OTC Derivatives Markets: An Introduction to a 700 Trillion Dollar Markets White Paper

Author: 
Dr. Bruce Rader
Published Date: 
28 Jan 2013

One of the fastest growing segments in finance is the derivative’s markets. The Over the Counter (OTC) derivative markets are an unregulated segment of these markets.  A derivative is a security that derives its value from some other asset hence the term derivative.  These are in essence contracts on those underlying assets that trade in what is known as the cash or spot market.  The types of cash market instruments, which are the basis for derivative contracts, are extensive ranging from commodities to currencies to financial instruments. The main categories of derivatives are Forwards, Options, and Swaps.

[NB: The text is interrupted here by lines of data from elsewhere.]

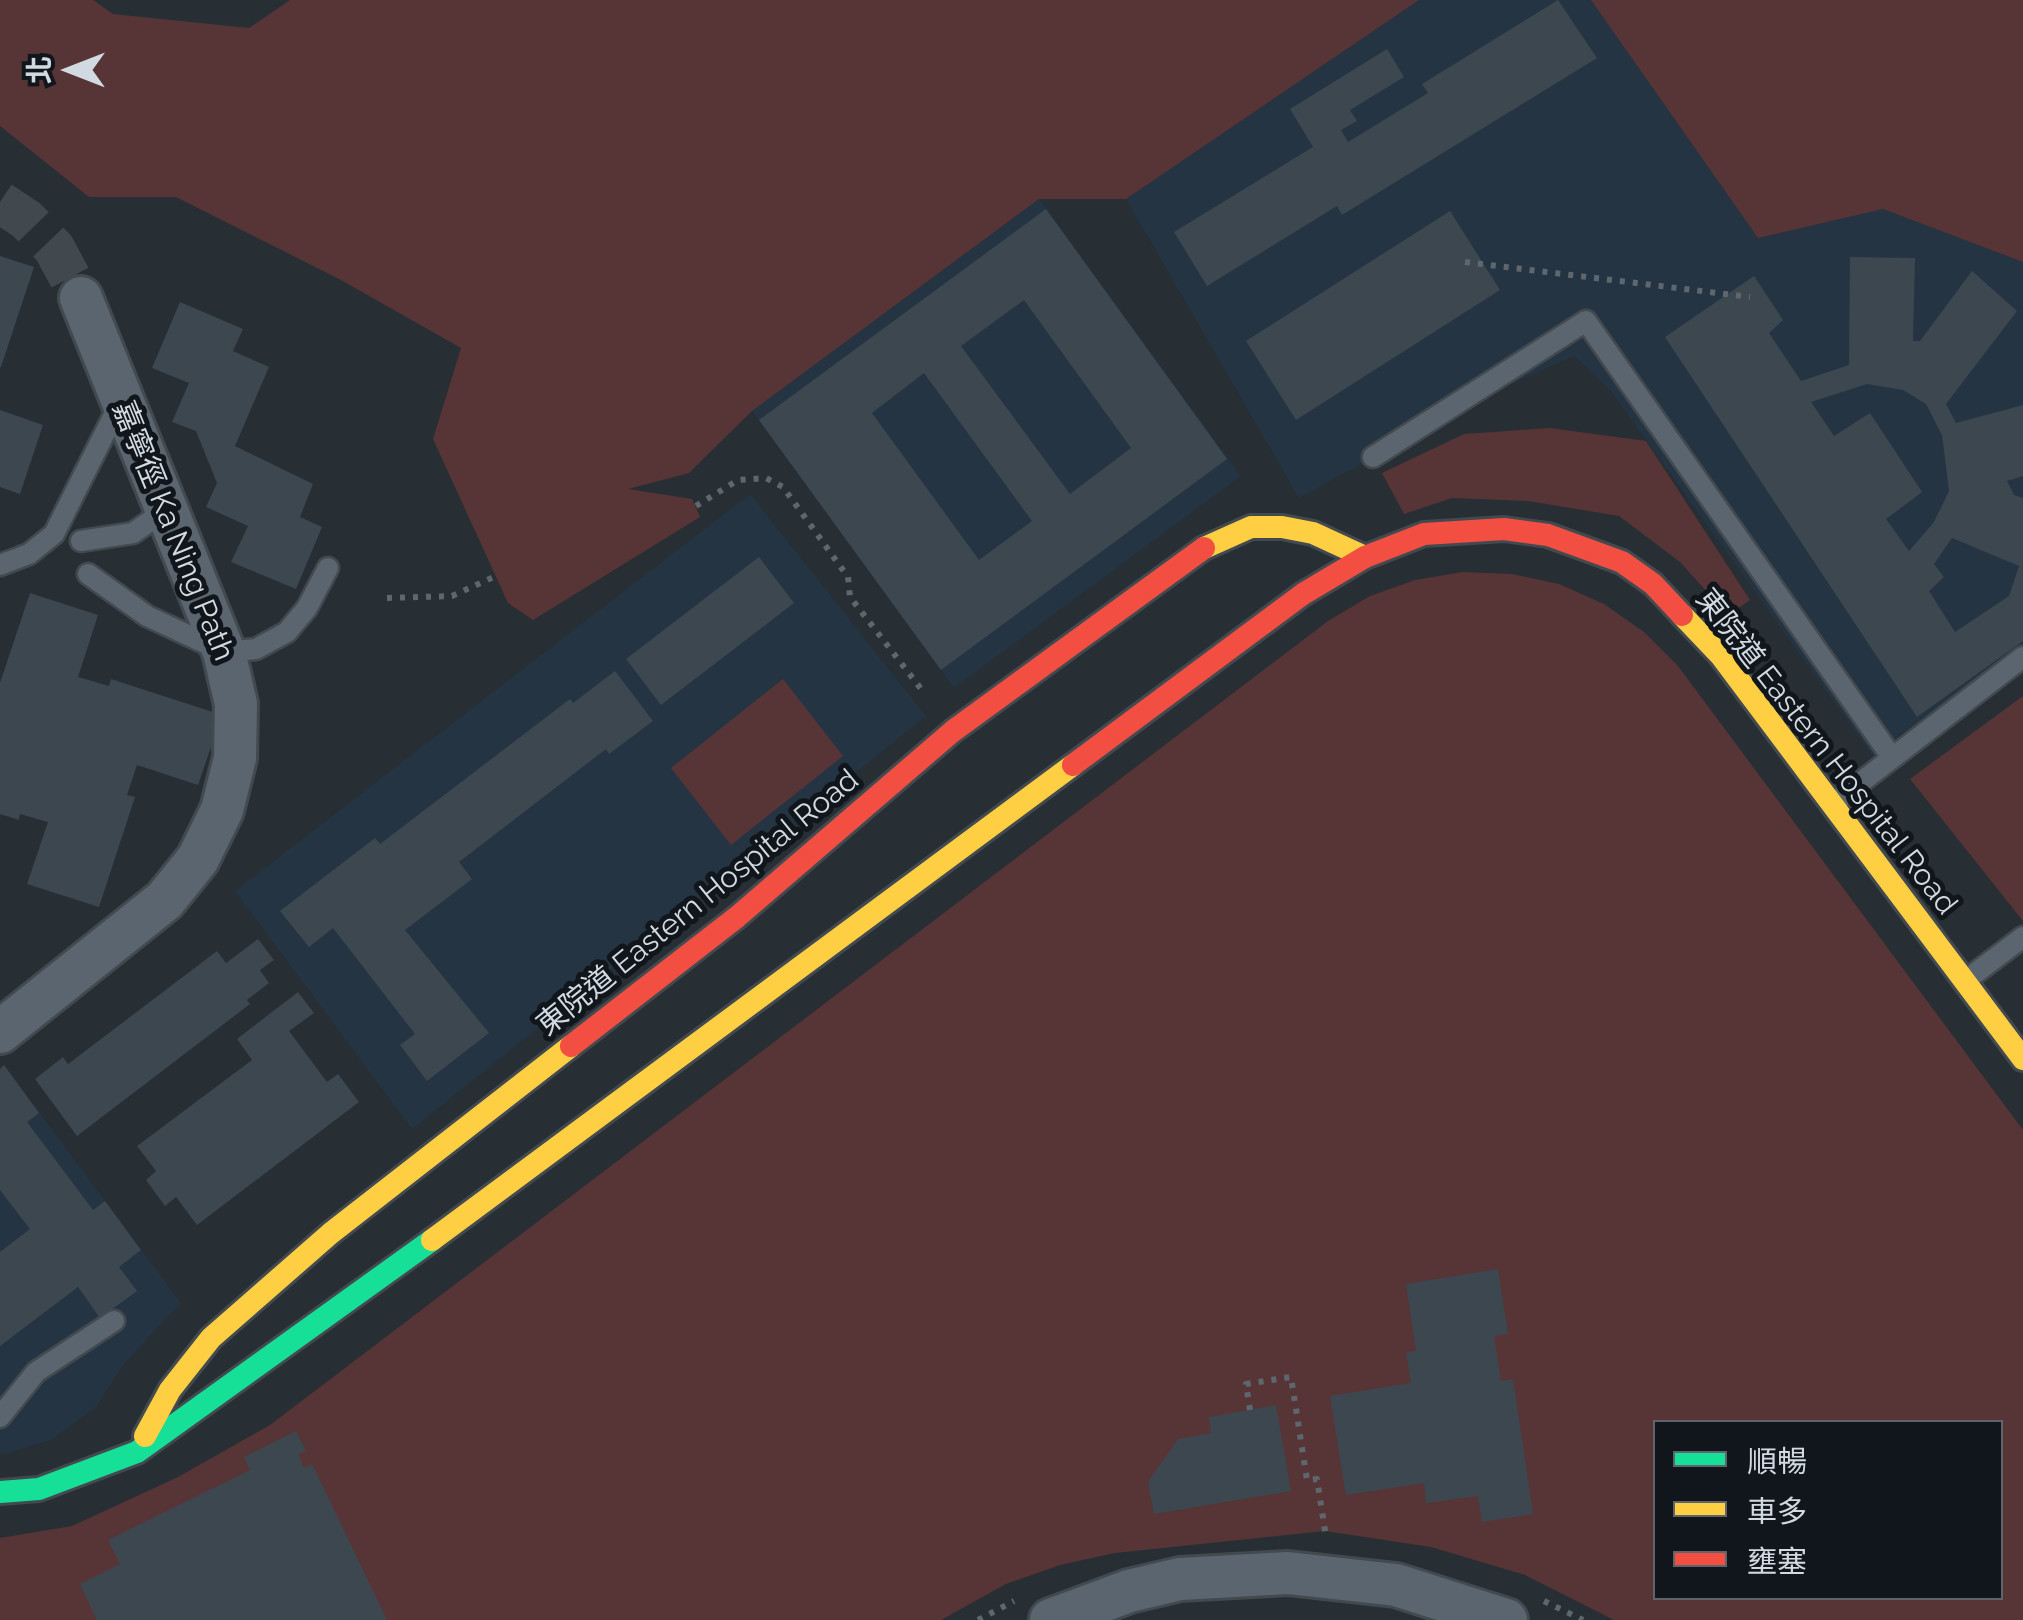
<!DOCTYPE html>
<meta charset="utf-8">
<style>
body{margin:0}
#map{position:relative;width:2023px;height:1620px;overflow:hidden;background:#272e34;font-family:Raleway,"Noto Sans TC",sans-serif}
canvas{display:block}
.legend{position:absolute;left:1653px;top:1420px;width:350px;height:180px;box-sizing:border-box;background:#10161b;border:2px solid #5e646a;margin:0;padding:12px 18px;list-style:none;font-size:30px;color:#d2dae1}
.legend li{display:flex;align-items:center;gap:20px;height:50px}
.legend b{width:50px;border:2px solid #5e646a}
.north{position:absolute;left:20px;top:20px;width:100px;height:100px;-webkit-text-stroke:8px #10161b;paint-order:stroke;rotate:270deg;font-size:28px;font-weight:700;line-height:40px;text-align:center;color:#d2dae1}
.north::after{content:'';display:block;margin:auto;width:35px;height:45px;background:#d2dae1;clip-path:polygon(50% 0,100% 100%,50% 72%,0 100%)}
</style>
<div id="map">
<canvas width="2023" height="1620"></canvas>
<ul class="legend">
<li><b style="height:12px;background:#16e098"></b>順暢</li>
<li><b style="height:12px;background:#ffcf43"></b>車多</li>
<li><b style="height:12px;background:#f24e42"></b>壅塞</li>
</ul>
<div class="north">北</div>
</div>
<script>
const g = document.querySelector('canvas').getContext('2d');
g.lineJoin = 'round';
function fill(path, color) { g.fillStyle = color; g.fill(path, 'evenodd'); }
const shape = rows => new Path2D(rows.map(r => 'M' + r).join(''));
function trace(path, color, width, dash) { g.strokeStyle = color; g.lineWidth = width; g.lineCap = dash ? 'butt' : 'round'; g.setLineDash(dash || []); g.stroke(path); }
function drawText(font, color, halo, rows, align = 'center') {
  g.font = font + ' Raleway,"Noto Sans TC",sans-serif'; g.lineWidth = 10; g.setLineDash([]); g.textBaseline = 'middle'; g.strokeStyle = halo; g.fillStyle = color; for (const [text, x, y, turn = 0] of rows) {
    g.save(); g.translate(x, y); g.rotate((+turn || 0) * Math.PI / 180); g.textAlign = isNaN(turn) ? turn : align; if (halo) g.strokeText(text, 0, 0); g.fillText(text, 0, 0); g.restore();
  }
}
fill(shape([
 [1419,0,1591,0,1758,238,1883,209,2023,262,2023,646,1872,755,1611,391,1574,356,1498,390,1299,498,1126,199],
 [1039,199,1241,476,954,688,752,411],
 [750,494,926,716,412,1129,235,891],
 [4,1065,181,1303,126,1361,96,1407,51,1440,0,1455,0,1069]
]), '#243443');
fill(shape([
 [0,0,93,0,113,14,249,28,290,0,1419,0,1126,199,1039,199,752,411,689,473,628,489,692,499,700,517,533,620,508,603,433,439,461,348,341,280,176,197,89,197,0,126],
 [1591,0,2023,0,2023,262,1883,209,1758,238],
 [1550,428,1646,441,1750,600,1728,615,1680,562,1619,516,1528,501,1452,498,1404,514,1382,473,1464,434],
 [1463,572,1512,574,1559,584,1604,604,1644,632,1678,666,2023,1130,2023,1620,1614,1620,1525,1575,1431,1547,1325,1531,1115,1553,1060,1565,1006,1584,941,1620,0,1620,0,1538,72,1526,178,1477,270,1425,1328,621,1370,596,1415,580],
 [1656,1422,2000,1422,2000,1598,1656,1598],
 [783,679,843,756,731,845,671,768],
 [2023,696,2023,921,1910,779]
]), '#573536');
fill(shape([
 [1558,0,1597,58,1342,215,1337,206,1207,286,1174,232,1313,147,1290,109,1387,49,1404,77,1350,110,1357,121,1341,130,1348,142,1428,93,1422,84],
 [1046,209,1227,459,941,670,759,420],
 [1024,300,1131,448,1070,494,961,346],
 [924,373,1032,521,979,560,872,413],
 [1450,211,1500,290,1296,420,1246,341],
 [0,256,34,267,1,367,0,367],
 [1850,257,1915,258,1913,341,1920,341,1972,271,2017,311,1946,404,1956,423,2023,405,2023,476,2007,481,2014,495,2023,498,2023,641,1917,717,1665,337,1754,276,1783,320,1769,333,1801,381,1849,365],
 [1867,384,1903,390,1926,404,1942,435,1949,491,1934,522,1909,551,1886,519,1922,492,1870,413,1834,436,1811,402],
 [1952,538,2019,566,2009,596,1955,632,1929,591,1944,577,1934,564],
 [180,302,243,329,233,351,269,367,235,446,313,484,300,517,322,527,296,589,231,562,248,526,206,507,217,483,196,431,172,422,189,383,152,368],
 [0,410,43,425,20,494,0,487],
 [759,557,794,603,661,705,626,659],
 [30,593,98,615,78,677,109,686,111,679,222,715,198,785,137,765,127,795,135,797,99,907,27,884,48,822,20,814,19,820,0,814,0,683],
 [615,671,653,721,609,754,606,749,459,862,472,879,405,930,489,1033,427,1081,400,1045,415,1034,333,928,309,947,280,911,375,838,380,844,570,699,573,703],
 [258,939,274,960,260,970,269,983,247,1000,250,1004,77,1136,35,1079,63,1057,68,1064,217,951,226,963],
 [298,992,314,1013,289,1031,327,1082,338,1074,359,1102,197,1225,176,1197,165,1206,146,1180,156,1171,137,1146,252,1060,237,1039],
 [4,1065,39,1113,27,1122,93,1210,105,1201,141,1250,119,1267,137,1291,100,1318,78,1287,0,1346,0,1252,30,1229,0,1190,0,1069],
 [1498,1269,1508,1334,1494,1336,1501,1381,1513,1379,1533,1514,1482,1522,1478,1496,1426,1503,1424,1483,1346,1495,1330,1396,1411,1383,1406,1352,1416,1351,1406,1284],
 [1276,1405,1291,1491,1154,1514,1148,1482,1178,1439,1211,1433,1209,1417],
 [296,1431,306,1451,298,1454,304,1468,312,1464,387,1620,97,1620,80,1584,120,1564,108,1540,250,1470,244,1457]
]), '#3d4750');
trace(shape([
 [0,202,27,220,54,248,81,298]
]), '#41484e', 42, [42, 21]);
const lane = shape([
 [1373,457,1586,321,1891,756],
 [81,541,133,533,166,510],
 [0,565,29,554,54,534,121,401],
 [88,574,147,616,224,652,256,649,287,632,307,608,328,568],
 [1834,803,2023,657],
 [1965,981,2023,937],
 [0,1417,36,1372,114,1321]
]);
const street = shape([
 [0,1032,165,900,198,859,222,810,235,758,236,704,224,652,81,298],
 [1051,1620,1129,1591,1180,1579,1288,1573,1396,1585,1506,1620]
]);
const fast = shape([
 [0,1492,39,1489,137,1452,432,1240]
]);
const slow = shape([
 [1204,548,1251,527,1282,527,1313,533,1365,557],
 [1682,615,1721,656,2023,1059],
 [432,1240,1073,765],
 [145,1436,170,1390,211,1338,331,1233,571,1046]
]);
const jam = shape([
 [1073,765,1303,594,1365,557,1424,534,1504,529,1548,535,1622,562,1653,584,1682,615],
 [571,1046,737,917,953,731,1204,548]
]);
trace(lane, '#434a4f', 25);
trace(street, '#434a4f', 48);
trace(fast, '#434a4f', 28);
trace(slow, '#434a4f', 28);
trace(jam, '#434a4f', 28);
trace(shape([
 [1465,262,1750,297],
 [696,506,738,480,766,478,783,487,848,577,850,597,925,694],
 [387,598,452,596,496,576],
 [1250,1410,1246,1384,1291,1377,1307,1480,1317,1479,1326,1537],
 [1544,1601,1583,1620],
 [978,1620,1014,1601]
]), '#5f676e', 6, [5, 8]);
trace(lane, '#5a656f', 20);
trace(street, '#5a656f', 42);
trace(fast, '#16e098', 22);
trace(slow, '#ffcf43', 22);
trace(jam, '#f24e42', 22);
drawText('30px', '#d2dae1', '#10161b', [
 ["嘉寧徑 Ka Ning Path",173,531,68],
 ["東院道 Eastern Hospital Road",1826,752,52],
 ["東院道 Eastern Hospital Road",698,903,-39]
]);
</script>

These contracts are between individual entities and generally fall outside of a regulatory structure even thought there are usually some regulated equivalent. An example of this is that Forward Contracts are on not regulated while Futures Contracts (A refinement of the Forward Contract Concept) are regulated.  The need or existence of any derivative contract is driven by the need to reduce risk.  They are risk control instruments that allow the transfer of risk from those who wish to reduce risk (hedgers) to those who are able to bear that risk (speculators). The growth in the markets is directly related to the increase risk (volatility) in the global market in the past decades. As such derivatives are sometimes thought of as unregulated insurance markets.